++++ Information supplied

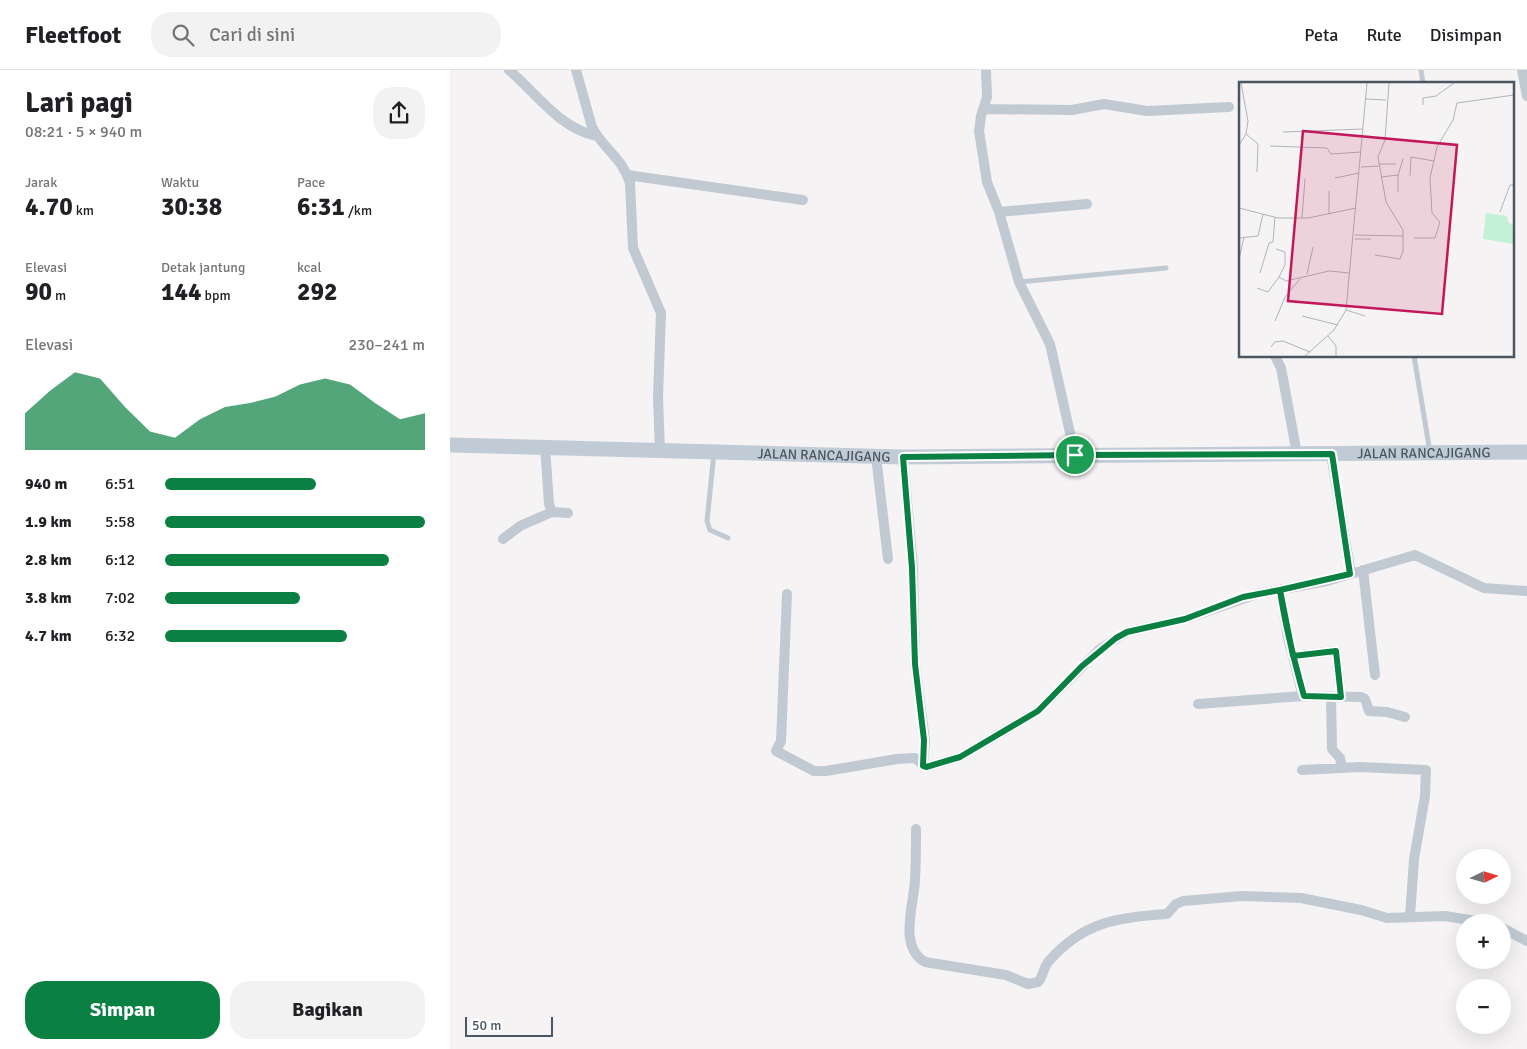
<!DOCTYPE html>
<html lang="id">
<head>
<meta charset="utf-8">
<style>
	body { margin:0; font-family:Signika,sans-serif; background:#f2f2f2; color:#202124; height:100vh; display:flex; flex-direction:column; font-size:19px; white-space:nowrap }
	* { box-sizing:border-box; margin:0 }
	p { font-size:16px; color:#757577 }
	.icon { flex:none; width:28px; height:28px; fill:none; stroke:currentColor; stroke-width:2; stroke-linecap:round; stroke-linejoin:round }
	.map { position:relative; flex:1; overflow:hidden }
	.details { display:flex; flex-direction:column; background:#fff; width:450px }
	.details>* { flex:none }
	.needle { width:32px; rotate:85deg }
	.fabs { position:absolute; left:1006px; top:779px; display:grid; gap:10px }
	.fabs a { display:grid; place-items:center; width:55px; height:55px; border-radius:50%; background:#fff; box-shadow:0 5px 20px #0002; font-size:25px }
	.scale { position:absolute; left:15px; bottom:12px; width:88px; box-sizing:border-box; padding-left:5px; border:2px solid #4a5661; border-top:0; font-size:14px; line-height:18px; white-space:nowrap; color:#4a5661; -webkit-text-stroke:4px #fff; paint-order:stroke }
	.pin { position:absolute; display:grid; place-items:center; width:42px; height:42px; color:#fff; margin:-21px; border:2px solid #fff; border-radius:50%; box-shadow:0 1px 5px #0007 }
	.round { display:grid; place-items:center; flex:none; width:52px; height:52px; border-radius:20px; background:#f2f2f2 }
	.head { display:flex; align-items:center; justify-content:space-between; height:85px; padding:0 25px }
	h1 { font-size:28px; font-weight:700; line-height:38px }
	.metrics { display:grid; grid-template-columns:repeat(3,1fr); gap:8px; height:85px; padding:5px 25px }
	.metrics div { display:grid; align-content:center }
	.metrics b { font-size:25px; font-weight:700 }
	.metrics small { font-size:14px; font-weight:400 }
	.metrics p { font-size:14px }
	.chart { height:140px; padding:10px 25px }
	.chart p { display:flex; justify-content:space-between }
	.chart svg { width:100%; height:90px; margin-top:5px; fill:#0b8043; opacity:.7 }
	.button { display:flex; gap:10px; margin-top:auto; padding:10px 25px }
	.button a { flex:1; height:58px; border-radius:20px; background:#0b8043; color:#fff; font-size:20px; font-weight:700; line-height:58px; text-align:center }
	.button a+a { background:#f2f2f2; color:#202124 }
	ul { padding:0 25px; list-style:none; font-size:16px }
	li { display:grid; grid-template-columns:80px 60px 1fr; align-items:center; height:38px }
	li i { height:12px; border-radius:6px; background:#0b8043 }
	header { display:flex; align-items:center; gap:30px; box-sizing:border-box; height:70px; padding:0 25px; background:#fff; border-bottom:1px solid #e0e0e0 }
	header strong { font-size:24px }
	nav { display:flex; gap:28px; margin-inline-start:auto; font-size:18px }
	.search { width:350px; height:45px; background:#f2f2f2; display:flex; align-items:center; gap:12px; box-sizing:border-box; padding:0 18px; border-radius:20px; color:#757577; font-size:19px }
	main { display:flex; flex:1; min-height:0 }
	.map>svg:first-child { display:block }
</style>
</head>
<body>
<header>
<strong>Fleetfoot</strong>
<div class="search"><svg class="icon" aria-label="search" viewBox="0 0 24 24"><circle cx="10" cy="10" r="6"/><path d="M15 15l6 6"/></svg>Cari di sini</div>
<nav><a>Peta</a><a>Rute</a><a>Disimpan</a></nav>
</header>
<main>
<section class="details">
<div class="head"><div><h1>Lari pagi</h1><p>08:21 · 5 × 940 m</p></div><a class="round"><svg class="icon" aria-label="share" viewBox="0 0 24 24"><path d="M12 15V3M7 8l5-5 5 5M5 13v7h14v-7"/></svg></a></div>
<div class="metrics">
<div><p>Jarak</p><b>4.70<small> km</small></b></div>
<div><p>Waktu</p><b>30:38</b></div>
<div><p>Pace</p><b>6:31<small> /km</small></b></div>
</div>
<div class="metrics">
<div><p>Elevasi</p><b>90<small> m</small></b></div>
<div><p>Detak jantung</p><b>144<small> bpm</small></b></div>
<div><p>kcal</p><b>292</b></div>
</div>
<div class="chart"><p><span>Elevasi</span>230–241 m</p>
<svg viewBox="0 0 160 44" preserveAspectRatio="none"><path d="M0 44V26L10 15L20 6L30 9L40 23L50 35L60 38L70 29L80 23L90 21L100 18L110 12L120 9L130 12L140 21L150 29L160 26V44z"/></svg>
</div>
<ul>
<li><b>940 m</b>6:51<i style="width:58%"></i></li>
<li><b>1.9 km</b>5:58<i style="width:100%"></i></li>
<li><b>2.8 km</b>6:12<i style="width:86%"></i></li>
<li><b>3.8 km</b>7:02<i style="width:52%"></i></li>
<li><b>4.7 km</b>6:32<i style="width:70%"></i></li>
</ul>
<div class="button"><a>Simpan</a><a>Bagikan</a></div>
</section>
<div class="map">
<svg width="1077" height="979" viewBox="0 0 1077 979">
	<rect width="100%" height="100%" fill="#f5f3f3"/>
	<g fill="none" stroke-linecap="round" stroke-linejoin="round">
		<path stroke="#c1cad2" stroke-width="5" d="M 971,0 L 973,14
			M 569,212 L 716,198
			M 964,286 L 980,382
			M 264,383 L 257,451 L 260,460 L 278,468"/>
		<path stroke="#c1cad2" stroke-width="10" d="M 59,0 C 87,24 108,57 146,66
			M 126,0 L 142,57 C 154,80 172,87 180,113 L 183,178 L 211,243 L 208,328 L 210,380
			M 536,0 L 537,27 L 531,46 L 529,61 L 537,112 L 549,142 L 569,212 L 600,274 L 625,385
			M 1072,0 L 1077,26
			M 533,39 L 622,40 L 654,34 L 697,41 L 779,37
			M 177,105 L 353,130
			M 549,142 L 637,134
			M 825,286 L 831,298 L 847,384
			M 95,376 L 99,434 L 102,442 L 118,443
			M 881,384 L 901,504
			M 426,386 L 438,489
			M 453,387 L 463,497 L 465,594 L 475,670 L 473,696
			M 53,469 L 70,456 L 102,442
			M 913,500 L 925,605
			M 830,520 L 838,568 L 853,626 L 911,627 L 915,629 L 919,641 L 937,642 L 955,647
			M 337,524 L 331,671 L 326,681 L 364,701 L 376,701 L 447,689 L 465,688 L 476,697 L 510,687 L 588,641 L 650,579 L 677,562 L 735,549 L 807,524 L 877,511 L 965,485 L 1034,518 L 1077,521
			M 843,586 L 886,581 L 891,627
			M 881,627 L 882,679 L 890,688 L 892,698
			M 748,634 L 853,626
			M 852,700 L 910,697 L 976,700 L 975,726 L 964,789 L 960,847
			M 466,759 C 466,776 466,793 465,810 C 464,834 448,877 475,892 L 556,905 L 578,914 L 588,912 C 594,906 593,897 599,891 C 633,852 668,847 717,844 L 726,834 L 733,831 L 792,826 L 851,828 L 911,840 L 937,848 L 995,846 L 1032,852
			M 1052,858 L 1077,871"/>
		<path stroke="#c1cbd6" stroke-width="15" id="s1" d="M 0,375 L 453,387 L 1077,382"/>
	</g>
	<g fill="none" stroke-linecap="round" stroke-linejoin="round">
		<g stroke="#fff" stroke-width="10">
			<path id="route" d="M 625,385 L 453,387 L 462,498 L 465,594 L 474,670 L 473,696 L 476,697 L 510,687 L 588,641 L 632,596 L 666,568 L 677,562 L 735,549 L 793,527 L 830,520 C 835,556 844,590 854,626 L 891,627 L 886,581 L 843,586 L 830,520 L 900,504 L 882,384 L 625,385"/>
		</g>
		<use href="#route" stroke="#0b8043" stroke-width="6"/>
	</g>
	<g text-anchor="middle" stroke-width="4" stroke-linejoin="round" paint-order="stroke">
		<g font-size="14" fill="#4a5661" stroke="#fff">
			<text dy="5" stroke="none"><textPath href="#s1" startOffset="974">JALAN RANCAJIGANG</textPath></text>
			<text dy="5" stroke="none"><textPath href="#s1" startOffset="374">JALAN RANCAJIGANG</textPath></text>
		</g>
	</g>
	<g transform="translate(789 12)">
		<rect width="275" height="275" fill="#f5f3f3"/>
		<path d="M 247,131 L 268,134 L 269,140 L 275,144 L 275,162 L 244,157 Z" fill="#c3f1d5"/>
		<path fill="none" stroke="#b1b4b9" stroke-width="1" d="M 127,17 L 147,18M 184,23 L 184,16 L 197,14 L 215,1M 44,50 L 123,47M 7,52 L 19,62 L 18,90M 0,63 L 7,52 L 9,39 L 2,1M 31,64 L 88,66 L 92,72 L 122,70M 140,82 L 157,82M 122,85 L 140,84M 171,94 L 172,75 L 195,79M 142,95 L 159,93 L 164,77M 96,96 L 120,91M 90,109 L 90,132M 159,110 L 159,93M 0,126 L 39,136 L 69,136 L 117,126M 261,130 L 271,103 L 275,103M 63,136 L 66,97M 116,153 L 165,154M 0,156 L 19,154 L 24,132M 175,156 L 196,156 L 201,140 L 193,131 L 191,96 L 198,65 L 214,38 L 218,21 L 275,13M 116,157 L 132,157M 37,167 L 46,170 L 46,183 L 40,195 L 47,199 L 90,189 L 110,191M 136,173 L 161,177 L 164,169 L 164,148 L 147,120 L 139,75 L 146,58 L 150,1M 0,177 L 5,155M 21,191 L 30,161 L 34,160 L 36,135M 68,192 L 74,165M 18,206 L 29,210 L 40,195M 107,228 L 126,234M 63,234 L 99,243M 36,239 L 46,215 L 61,197M 89,254 L 97,264 L 97,274M 32,265 L 36,260 L 44,259 L 71,270M 66,274 L 95,248 L 107,228 L 128,1"/>
		<path fill="#c2185b" fill-opacity="0.15" stroke="#c2185b" stroke-width="2.5" d="M 64,49 L 218,63 L 203,232 L 49,219 Z"/>
		<rect width="275" height="275" fill="none" stroke="#4a5661" stroke-width="2.5"/>
	</g>
</svg>
<div class="fabs">
<a><svg class="needle" viewBox="-14 -14 28 28"><path d="M0-13l5 13h-10z" fill="#e53935"/><path d="M0 13l5-13h-10z" fill="#757577"/></svg></a>
<a>+</a>
<a>−</a>
</div>
<div class="scale">50 m</div>
<div class="pin" style="left:625px;top:385px;background:#1e9e55"><svg class="icon" aria-label="arrive" viewBox="0 0 24 24"><path d="M6 21V4h12l-3 4 3 4H6"/></svg></div>
</div>
</main>
</body>
</html>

++++++++

Keep only those lines of the records that hold "opacity", and return them.

Result of this exercise =>
	.chart svg { width:100%; height:90px; margin-top:5px; fill:#0b8043; opacity:.7 }
		<path fill="#c2185b" fill-opacity="0.15" stroke="#c2185b" stroke-width="2.5" d="M 64,49 L 218,63 L 203,232 L 49,219 Z"/>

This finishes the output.